File access with NumPy

We have already used the NumPy function loadtxt that, together with savetxt, allows to load and save data to text files. For example

array_a = np.random.randn(3,3)
np.savetxt("array_a_saved.txt", array_a, delimiter=":")
!cat array_a_saved.txt
array_b = np.loadtxt("array_a_saved.txt", delimiter=":")
np.array_equal(array_a, array_b)

These functions are specially handy for reading csv and tsv data files

But using the load and save functions you can also save an array in binary format -saving cpu, time, and precision at the cost of not being able to open/edit the file- with standard suffix npy.

array_a = np.random.randn(5,5)
np.save("array_a_saved", array_a)
!ls -l array_a_saved.*
array_b = np.load("array_a_saved.npy")
np.array_equal(array_a, array_b)

With the function savez you can also save multiple arrays in an npz file that is not a compressed file. If you want to compress the data use the function savez_compressed

np.savez("savez_example", a=array_a, b=array_b, c=array_a)
np.savez_compressed("savez_example_compressed", a=array_a, b=array_b, c=array_a)
!ls -l savez*

Once you read them they are loaded into a hash-like NumPy object with the array argument names as keys

arr_hash = np.load("savez_example_compressed.npz")
print(type(arr_hash))
print(arr_hash["a"])

To improve portability, and especially when you read several files in your code, and probably in different code sections, it is considered a good practice to define variables for your home and data folders and then use the variables to define the path when needed. This improves the readability of your code and helps its maintenance. A possible example, using the dataset provided at the beginning of the course is the following:

home_dir = "/home/curro/"
data_dir = "files/TData/"
##
##
metdata_orig = np.loadtxt(fname=home_dir + data_dir + 'T_Alicante_EM.csv', delimiter=',', skiprows=1)

Saving Python objects with pickle

Pickling is used to save Python objects into a filesystem; lists, dictionaries, class objects, and more can be saved as a pickle file.

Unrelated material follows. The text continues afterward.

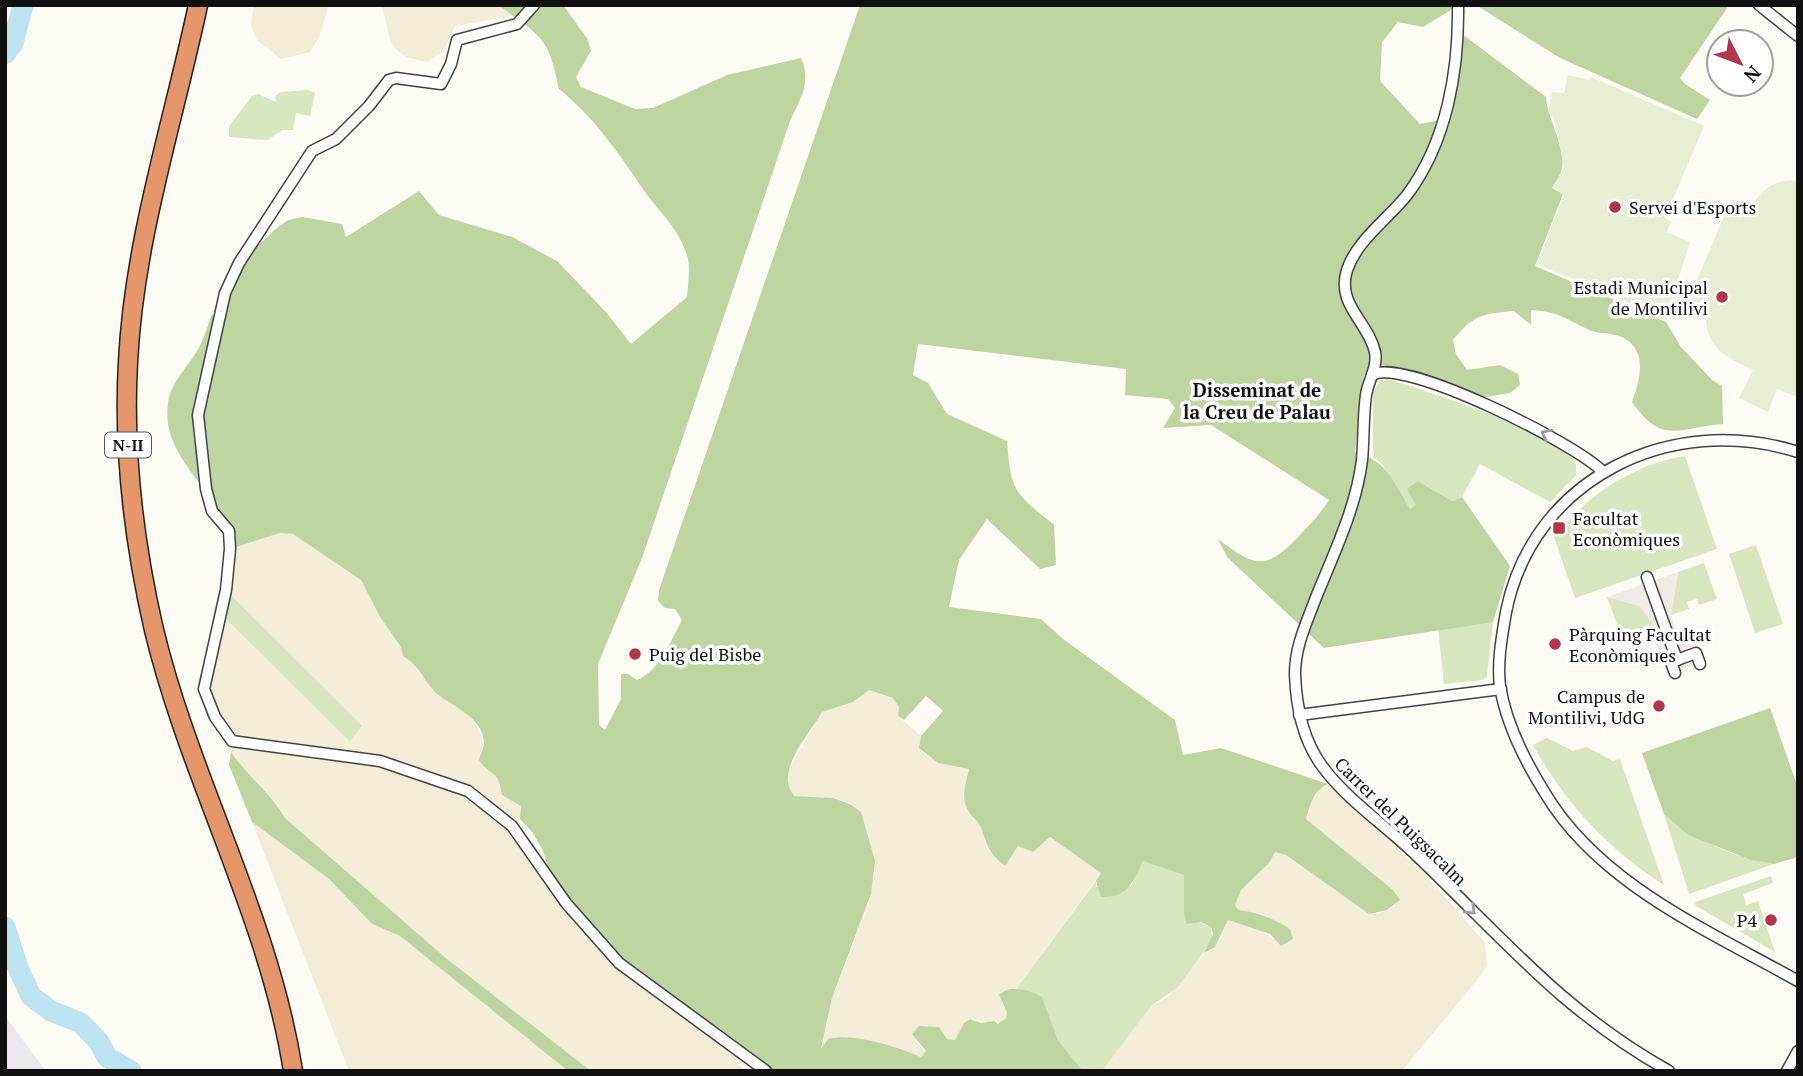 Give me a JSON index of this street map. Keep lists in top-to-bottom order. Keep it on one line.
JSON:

Strictly speaking, pickling is the serializing and de-serializing of python objects to a byte stream. The opposite is unpickling.

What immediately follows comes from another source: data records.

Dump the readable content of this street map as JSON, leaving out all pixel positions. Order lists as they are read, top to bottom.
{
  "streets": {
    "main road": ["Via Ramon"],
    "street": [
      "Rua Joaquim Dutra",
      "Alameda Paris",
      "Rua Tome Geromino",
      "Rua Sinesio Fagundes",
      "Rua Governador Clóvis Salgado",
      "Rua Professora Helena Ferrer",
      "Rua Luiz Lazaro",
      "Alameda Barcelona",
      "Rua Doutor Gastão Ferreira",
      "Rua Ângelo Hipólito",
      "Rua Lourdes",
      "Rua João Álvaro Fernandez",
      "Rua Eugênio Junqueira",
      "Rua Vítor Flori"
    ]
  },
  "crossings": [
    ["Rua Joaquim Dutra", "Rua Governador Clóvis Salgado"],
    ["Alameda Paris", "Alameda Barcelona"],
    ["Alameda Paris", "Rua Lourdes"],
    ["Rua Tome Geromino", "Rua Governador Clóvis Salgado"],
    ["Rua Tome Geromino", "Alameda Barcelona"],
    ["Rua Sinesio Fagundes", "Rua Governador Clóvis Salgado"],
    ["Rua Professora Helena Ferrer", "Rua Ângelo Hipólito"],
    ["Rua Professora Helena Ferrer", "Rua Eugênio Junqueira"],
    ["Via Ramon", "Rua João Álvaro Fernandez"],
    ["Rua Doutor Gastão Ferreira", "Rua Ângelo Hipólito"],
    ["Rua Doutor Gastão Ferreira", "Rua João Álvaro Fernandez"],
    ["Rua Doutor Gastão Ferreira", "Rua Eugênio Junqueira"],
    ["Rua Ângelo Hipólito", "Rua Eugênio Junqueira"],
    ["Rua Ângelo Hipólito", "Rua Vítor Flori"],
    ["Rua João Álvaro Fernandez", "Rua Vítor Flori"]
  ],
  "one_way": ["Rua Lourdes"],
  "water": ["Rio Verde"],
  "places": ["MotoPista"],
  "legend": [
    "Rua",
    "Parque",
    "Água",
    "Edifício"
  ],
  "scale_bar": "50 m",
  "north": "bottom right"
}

This methodology is called serialization, marshalling, or flattening in other programming languages. Pickling is most useful when performing routine tasks on massive datasets or when you want to store, after sometimes massive calculations, a given Python object.

Once you import the pickle library, to save and load objects one makes use of the pickle.dump and pickle.load combined with the right filehandles. You can make this with the following two functions

import pickle
ā€‹
def save_obj(obj, name ):
with open('./'+ name + '.pkl', 'wb') as f:
pickle.dump(obj, f, pickle.HIGHEST_PROTOCOL)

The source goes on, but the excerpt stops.